*ABOUT THIS TASK:*
Please write out every entry below, word for word.

*MATERIAL FOR THE TASK:*
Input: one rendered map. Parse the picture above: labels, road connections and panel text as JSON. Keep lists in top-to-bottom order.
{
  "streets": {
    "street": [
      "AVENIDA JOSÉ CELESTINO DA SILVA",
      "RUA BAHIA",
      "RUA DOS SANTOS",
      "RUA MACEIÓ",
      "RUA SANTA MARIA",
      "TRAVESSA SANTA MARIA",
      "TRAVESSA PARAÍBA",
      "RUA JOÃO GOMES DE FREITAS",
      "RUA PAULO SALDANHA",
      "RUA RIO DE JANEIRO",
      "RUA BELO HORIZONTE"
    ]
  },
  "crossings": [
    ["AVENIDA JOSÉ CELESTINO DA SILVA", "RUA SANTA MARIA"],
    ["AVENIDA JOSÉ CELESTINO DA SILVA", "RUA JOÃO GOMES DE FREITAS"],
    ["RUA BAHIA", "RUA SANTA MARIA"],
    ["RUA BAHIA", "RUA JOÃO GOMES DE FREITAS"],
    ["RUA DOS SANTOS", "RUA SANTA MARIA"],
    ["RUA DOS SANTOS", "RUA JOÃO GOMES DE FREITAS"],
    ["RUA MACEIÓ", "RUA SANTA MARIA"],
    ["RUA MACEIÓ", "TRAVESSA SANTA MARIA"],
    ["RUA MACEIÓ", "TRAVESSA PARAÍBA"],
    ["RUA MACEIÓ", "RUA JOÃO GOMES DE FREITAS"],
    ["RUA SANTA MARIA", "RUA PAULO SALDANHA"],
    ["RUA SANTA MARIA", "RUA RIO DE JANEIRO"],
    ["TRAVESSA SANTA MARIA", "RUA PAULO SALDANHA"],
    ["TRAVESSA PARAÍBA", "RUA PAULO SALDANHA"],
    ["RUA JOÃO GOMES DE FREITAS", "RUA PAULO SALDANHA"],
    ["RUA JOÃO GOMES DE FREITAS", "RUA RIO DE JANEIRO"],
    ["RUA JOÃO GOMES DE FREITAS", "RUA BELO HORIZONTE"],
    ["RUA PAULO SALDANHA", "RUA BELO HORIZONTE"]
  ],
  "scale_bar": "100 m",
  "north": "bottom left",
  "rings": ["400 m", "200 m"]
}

*TASK RESULT:*
Input: one rendered map. Parse the picture above: labels, road connections and panel text as JSON. Keep lists in top-to-bottom order.
{
  "streets": {
    "street": [
      "AVENIDA JOSÉ CELESTINO DA SILVA",
      "RUA BAHIA",
      "RUA DOS SANTOS",
      "RUA MACEIÓ",
      "RUA SANTA MARIA",
      "TRAVESSA SANTA MARIA",
      "TRAVESSA PARAÍBA",
      "RUA JOÃO GOMES DE FREITAS",
      "RUA PAULO SALDANHA",
      "RUA RIO DE JANEIRO",
      "RUA BELO HORIZONTE"
    ]
  },
  "crossings": [
    ["AVENIDA JOSÉ CELESTINO DA SILVA", "RUA SANTA MARIA"],
    ["AVENIDA JOSÉ CELESTINO DA SILVA", "RUA JOÃO GOMES DE FREITAS"],
    ["RUA BAHIA", "RUA SANTA MARIA"],
    ["RUA BAHIA", "RUA JOÃO GOMES DE FREITAS"],
    ["RUA DOS SANTOS", "RUA SANTA MARIA"],
    ["RUA DOS SANTOS", "RUA JOÃO GOMES DE FREITAS"],
    ["RUA MACEIÓ", "RUA SANTA MARIA"],
    ["RUA MACEIÓ", "TRAVESSA SANTA MARIA"],
    ["RUA MACEIÓ", "TRAVESSA PARAÍBA"],
    ["RUA MACEIÓ", "RUA JOÃO GOMES DE FREITAS"],
    ["RUA SANTA MARIA", "RUA PAULO SALDANHA"],
    ["RUA SANTA MARIA", "RUA RIO DE JANEIRO"],
    ["TRAVESSA SANTA MARIA", "RUA PAULO SALDANHA"],
    ["TRAVESSA PARAÍBA", "RUA PAULO SALDANHA"],
    ["RUA JOÃO GOMES DE FREITAS", "RUA PAULO SALDANHA"],
    ["RUA JOÃO GOMES DE FREITAS", "RUA RIO DE JANEIRO"],
    ["RUA JOÃO GOMES DE FREITAS", "RUA BELO HORIZONTE"],
    ["RUA PAULO SALDANHA", "RUA BELO HORIZONTE"]
  ],
  "scale_bar": "100 m",
  "north": "bottom left",
  "rings": ["400 m", "200 m"]
}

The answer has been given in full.